▸ **Exercise aim**
State how many lines in the listing include the word "controls", and give no other text.

▸ **Dataset excerpts**
- Opening Delimiter -
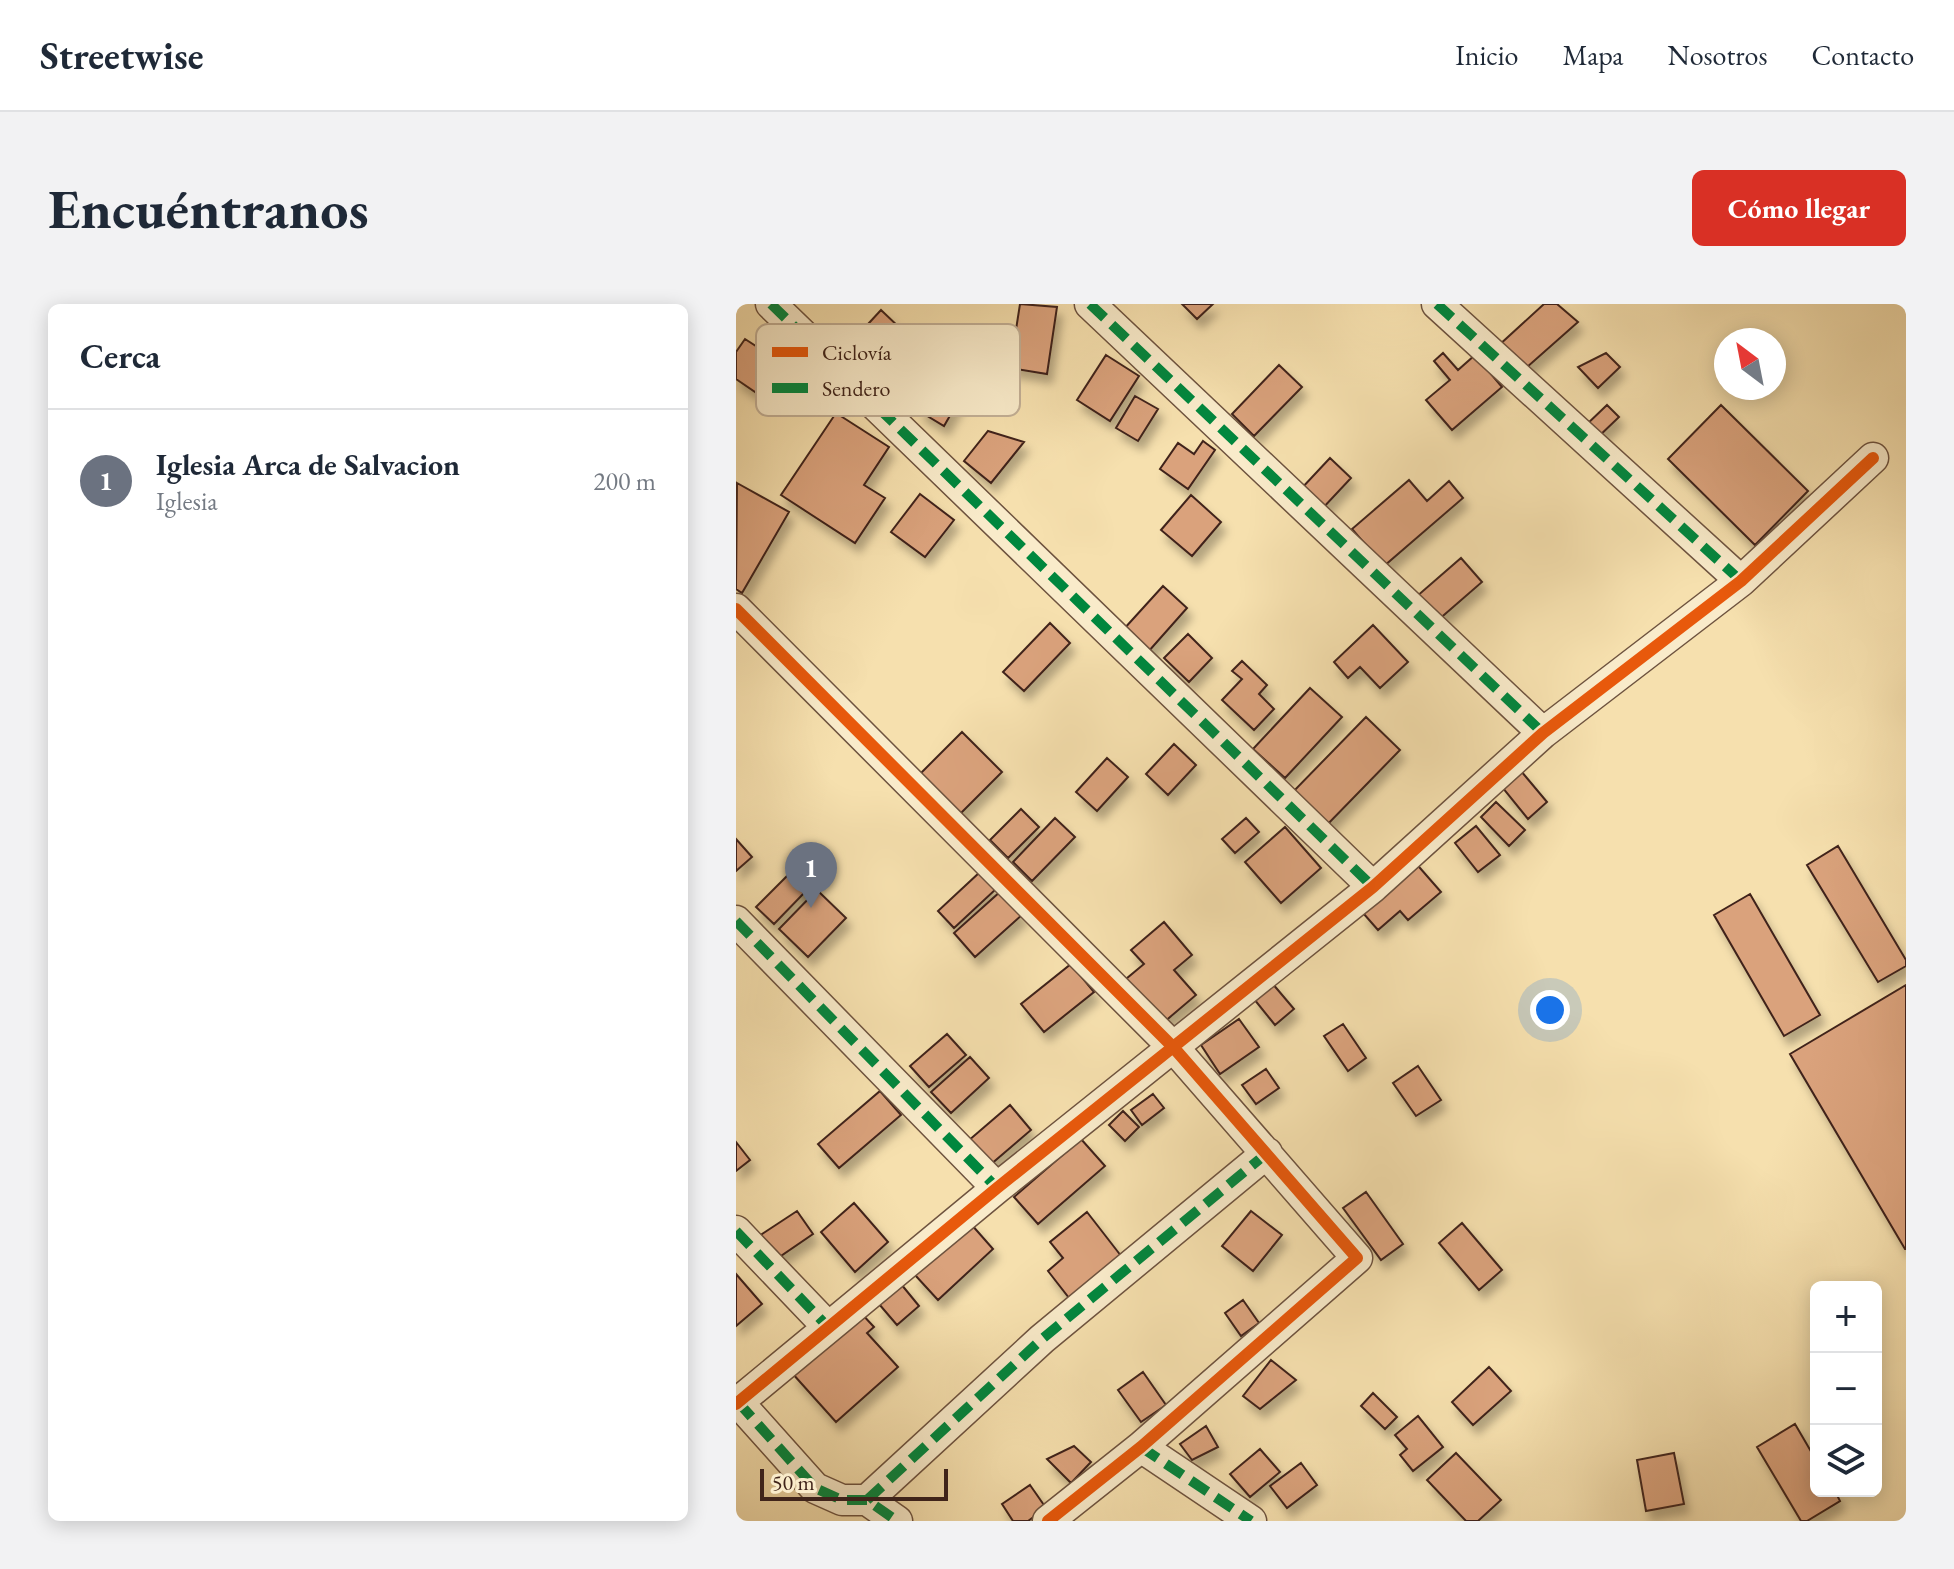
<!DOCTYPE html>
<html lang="es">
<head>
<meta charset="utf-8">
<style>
  body { margin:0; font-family:"EB Garamond",serif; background:#f2f2f3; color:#1f2937 }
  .controls { position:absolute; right:24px; bottom:24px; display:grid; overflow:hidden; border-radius:12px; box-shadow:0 4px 20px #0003 }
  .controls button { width:72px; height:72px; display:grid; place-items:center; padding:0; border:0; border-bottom:2px solid #e0e1e3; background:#fff; color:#1f2937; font:40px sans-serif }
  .compass { position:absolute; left:978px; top:24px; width:72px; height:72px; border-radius:50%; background:#fff; box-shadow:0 4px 20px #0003; rotate:328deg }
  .scale { position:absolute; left:24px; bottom:20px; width:188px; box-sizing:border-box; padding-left:8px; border:4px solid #40241a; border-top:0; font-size:22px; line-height:28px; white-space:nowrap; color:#40241a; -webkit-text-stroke:6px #f9ebca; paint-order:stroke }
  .you { position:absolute; left:814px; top:706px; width:28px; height:28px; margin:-20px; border:6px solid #fff; border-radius:50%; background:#1a73e8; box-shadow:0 0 0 12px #1a73e833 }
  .badge { display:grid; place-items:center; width:52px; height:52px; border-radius:50%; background:#d93025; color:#fff; font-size:26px; font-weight:700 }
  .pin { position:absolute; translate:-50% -66px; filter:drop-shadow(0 2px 4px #0008) }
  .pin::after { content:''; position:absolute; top:42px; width:28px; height:24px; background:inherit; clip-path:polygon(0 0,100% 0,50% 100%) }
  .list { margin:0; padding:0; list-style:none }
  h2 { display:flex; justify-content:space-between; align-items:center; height:104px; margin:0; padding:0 32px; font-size:34px }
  h2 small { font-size:26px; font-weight:400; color:#747a83 }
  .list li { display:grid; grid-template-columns:52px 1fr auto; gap:24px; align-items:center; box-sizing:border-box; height:144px; padding:0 32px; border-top:2px solid #e0e1e3 }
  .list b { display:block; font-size:30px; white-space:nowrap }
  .list p { margin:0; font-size:26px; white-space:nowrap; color:#747a83 }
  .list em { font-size:26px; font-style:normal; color:#747a83 }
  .icon { flex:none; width:44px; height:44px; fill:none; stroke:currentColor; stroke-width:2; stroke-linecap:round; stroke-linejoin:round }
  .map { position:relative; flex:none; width:1170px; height:1217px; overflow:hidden; border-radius:12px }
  header { display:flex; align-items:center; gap:48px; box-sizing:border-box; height:112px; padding:0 40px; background:#fff; border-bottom:2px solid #e0e1e3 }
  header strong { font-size:38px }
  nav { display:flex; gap:44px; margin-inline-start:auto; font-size:28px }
  .intro { display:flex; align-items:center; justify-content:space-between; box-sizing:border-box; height:192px; padding:0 48px }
  h1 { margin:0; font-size:56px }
  .button { padding:20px 36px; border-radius:12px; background:#d93025; color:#fff; font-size:28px; font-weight:700 }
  main { display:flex; gap:48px; padding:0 48px }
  aside { flex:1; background:#fff; border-radius:12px; box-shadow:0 4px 20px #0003 }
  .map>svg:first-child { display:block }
  .building { fill:#daa27c; stroke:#40241a; stroke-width:2; filter:url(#shadow) }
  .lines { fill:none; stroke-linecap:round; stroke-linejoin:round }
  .minor-casing { stroke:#6e533f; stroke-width:33 }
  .minor { stroke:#f9ebca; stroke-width:30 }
  .quiet { stroke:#00873e; stroke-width:10; stroke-dasharray:20 10; stroke-linecap:butt }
  .cycleway-casing { stroke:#f9ebca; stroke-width:17 }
  .cycleway { stroke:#e8590c; stroke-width:12 }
  .key { fill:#f9ebca; stroke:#c2af95; stroke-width:2 }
  .key-label { font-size:22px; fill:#40241a }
</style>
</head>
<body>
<header>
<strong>Streetwise</strong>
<nav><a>Inicio</a><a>Mapa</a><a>Nosotros</a><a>Contacto</a></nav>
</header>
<div class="intro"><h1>Encuéntranos</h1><a class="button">Cómo llegar</a></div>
<main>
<aside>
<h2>Cerca<small></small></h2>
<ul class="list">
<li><span class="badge" style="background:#6b7280">1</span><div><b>Iglesia Arca de Salvacion</b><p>Iglesia</p></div><em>200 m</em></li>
</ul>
</aside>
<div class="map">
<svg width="1170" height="1217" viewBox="0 0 1170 1217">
  <defs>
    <filter id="shadow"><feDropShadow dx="5" dy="9" stdDeviation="4" flood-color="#0004"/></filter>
  </defs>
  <rect width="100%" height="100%" fill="#f6e0ae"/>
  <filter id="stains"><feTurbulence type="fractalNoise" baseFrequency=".0025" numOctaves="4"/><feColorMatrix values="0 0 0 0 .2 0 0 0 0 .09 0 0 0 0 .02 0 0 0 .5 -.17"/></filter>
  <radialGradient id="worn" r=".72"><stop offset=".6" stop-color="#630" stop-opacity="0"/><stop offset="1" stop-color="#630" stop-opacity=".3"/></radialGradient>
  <path class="building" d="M284,0l37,3 -10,67 -37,-6z
    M446,0h31l-16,15z
    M808,0h13l21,18 -52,46 -29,-21z
    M145,6l20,19 -33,39 -23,-19z
    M9,35l37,24 -21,33 -25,-17v-27z
    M707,49l15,17 17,-15 27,32 -50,43 -26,-30 24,-20 -16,-19z
    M870,49l14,14 -22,21 -20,-21z
    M370,51l33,21 -29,45 -33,-21z
    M543,61l23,22 -48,49 -22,-22z
    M206,68l25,14 -23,40 -25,-15z
    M399,92l23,13 -20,32 -22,-13z
    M871,101l12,12 -23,22 -12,-12z
    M985,101l87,86 -53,54 -87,-86z
    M100,109l53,34 -25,38 21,13 -30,45 -74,-48z
    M252,127l36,11 -33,41 -27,-22z
    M467,137l12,9 -27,39 -28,-20 18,-26 16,11z
    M594,154l21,20 -30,32 -21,-20z
    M673,176l18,21 22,-20 14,17 -79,68 -32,-37z
    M1,179l52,29 -47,81 -6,-4z
    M184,190l34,26 -29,37 -34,-25z
    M455,191l30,27 -29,34 -31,-26z
    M725,254l21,24 -45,39 -21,-24z
    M427,282l24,22 -39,44 -25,-22z
    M314,319l20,20 -46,48 -21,-19z
    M637,321l35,37 -28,26 -20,-21 -12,11 -14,-16z
    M452,330l24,24 -23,24 -25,-24z
    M506,357l25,24 -8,9 15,15 -20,21 -32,-30 20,-21 -10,-8z
    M574,384l32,29 -57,61 -32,-29z
    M630,413l34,33 -78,80 -34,-33z
    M226,428l40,40 -46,46 -40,-40z
    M438,440l22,21 -28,30 -22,-21z
    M371,454l21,19 -31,34 -21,-19z
    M785,467l26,31 -19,17 -26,-32z
    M760,498l29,28 -16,16 -28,-29z
    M285,505l18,18 -31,31 -18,-18z
    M319,514l20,19 -43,44 -19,-19z
    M510,514l13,14 -24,21 -13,-14z
    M740,522l24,29 -22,17 -23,-29z
    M549,523l36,41 -40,35 -36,-41z
    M0,535l16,18 -16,14z
    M1102,542l68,114v6l-28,16 -71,-117z
    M677,556l28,32 -33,28 -8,-9 -22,19 -15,-17z
    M244,568l16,17 -42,39 -16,-17z
    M53,570l17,17 -32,33 -18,-17z
    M81,586l29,28 -38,39 -29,-28z
    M265,587l22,23 -48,43 -21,-24z
    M1014,590l70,121 -36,21 -70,-121z
    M428,618l28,33 -18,15 22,25 -33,28 -37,-44 18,-15 -13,-14z
    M335,660l23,28 -50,40 -23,-28z
    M536,679l22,26 -19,16 -21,-26z
    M1170,681v264h-1l-115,-195z
    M503,715l20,28 -39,27 -19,-29z
    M607,720l23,34 -18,13 -24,-35z
    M211,730l19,21 -37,32 -19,-21z
    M234,753l19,21 -38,35 -20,-21z
    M682,762l23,34 -25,16 -23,-33z
    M530,765l13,19 -23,16 -14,-19z
    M144,787l21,24 -62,53 -21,-24z
    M417,790l11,14 -22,17 -11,-15z
    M274,801l21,25 -41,35 -22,-24z
    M387,807l16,16 -14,14 -16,-16z
    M345,835l24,27 -67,58 -24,-27z
    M0,838l14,18 -14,11z
    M630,888l37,52 -22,16 -38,-52z
    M118,899l34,39 -33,30 -34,-40z
    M61,907l16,23 -41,28 -16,-24z
    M515,907l31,24 -29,36 -31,-25z
    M351,908l38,49 -52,42 -25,-32 15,-13 -13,-16z
    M726,919l40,47 -23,20 -40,-47z
    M235,920l22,25 -55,51 -23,-25z
    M0,970l26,30 -26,22z
    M165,980l18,22 -22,19 -18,-21z
    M507,996l16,23 -18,13 -16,-23z
    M124,1008l14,15 -7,6 31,34 -62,55 -44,-49z
    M535,1056l25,20 -36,29 -17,-13z
    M753,1063l22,24 -38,34 -21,-23z
    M407,1068l23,33 -25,17 -23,-32z
    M637,1089l24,24 -12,12 -24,-23z
    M682,1112l25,31 -30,24 -13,-16 7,-6 -12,-14z
    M1059,1120l21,36v31h19l5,10 -33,20h-6l-44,-74z
    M470,1122l12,21 -26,13 -12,-16z
    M338,1142l17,16 -20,21 -24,-24z
    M524,1145l20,23 -30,25 -20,-23z
    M720,1149l45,47 -23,21h-12l-39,-41z
    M938,1149l10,51 -38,7 -9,-51z
    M565,1159l16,22 -30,23 -17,-22z
    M294,1181l16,23 -18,13h-15l-11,-17z"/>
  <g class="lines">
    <g class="minor-casing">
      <path id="minor" d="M35,0l602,583
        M354,0l453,429
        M701,0l304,277
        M0,305l438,439 183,210 -216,189 -93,74
        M0,617l261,267
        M0,927l91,95
        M2,1098l77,86 27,12h25l30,21
        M0,1100l261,-216 376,-301 170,-154 198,-152 132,-123
        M405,1143l110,74
        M131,1196l175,-161 225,-186"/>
    </g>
    <use href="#minor" class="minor"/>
    <path class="quiet" d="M35,0l602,583
      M354,0l453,429
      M701,0l304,277
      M0,617l261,267
      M0,927l91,95
      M2,1098l77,86 27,12h25l30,21
      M405,1143l110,74
      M131,1196l175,-161 225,-186"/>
    <g class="cycleway-casing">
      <path id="cycleway" d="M0,305l438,439 183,210 -216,189 -93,74
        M0,1100l261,-216 376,-301 170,-154 198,-152 132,-123"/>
    </g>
    <use href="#cycleway" class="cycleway"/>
  </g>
  <rect x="20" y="20" width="264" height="92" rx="12" class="key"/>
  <rect x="36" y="43" width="36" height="10" fill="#e8590c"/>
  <rect x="36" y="79" width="36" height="10" fill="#00873e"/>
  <g class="key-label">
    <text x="86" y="56">Ciclovía</text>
    <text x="86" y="92">Sendero</text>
  </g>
  <rect width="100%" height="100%" filter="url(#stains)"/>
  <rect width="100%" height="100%" fill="url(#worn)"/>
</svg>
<div class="controls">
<button>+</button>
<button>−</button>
<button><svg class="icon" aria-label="layers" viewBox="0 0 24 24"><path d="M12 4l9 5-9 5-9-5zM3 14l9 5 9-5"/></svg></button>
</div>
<svg class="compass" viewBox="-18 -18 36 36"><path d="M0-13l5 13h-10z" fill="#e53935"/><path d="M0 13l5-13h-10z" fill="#747a83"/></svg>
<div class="scale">50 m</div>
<div class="you"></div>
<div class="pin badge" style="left:75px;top:604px;background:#6b7280">1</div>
</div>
</main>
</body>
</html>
- Closing Delimiter -
▸ **Exercise answer**
3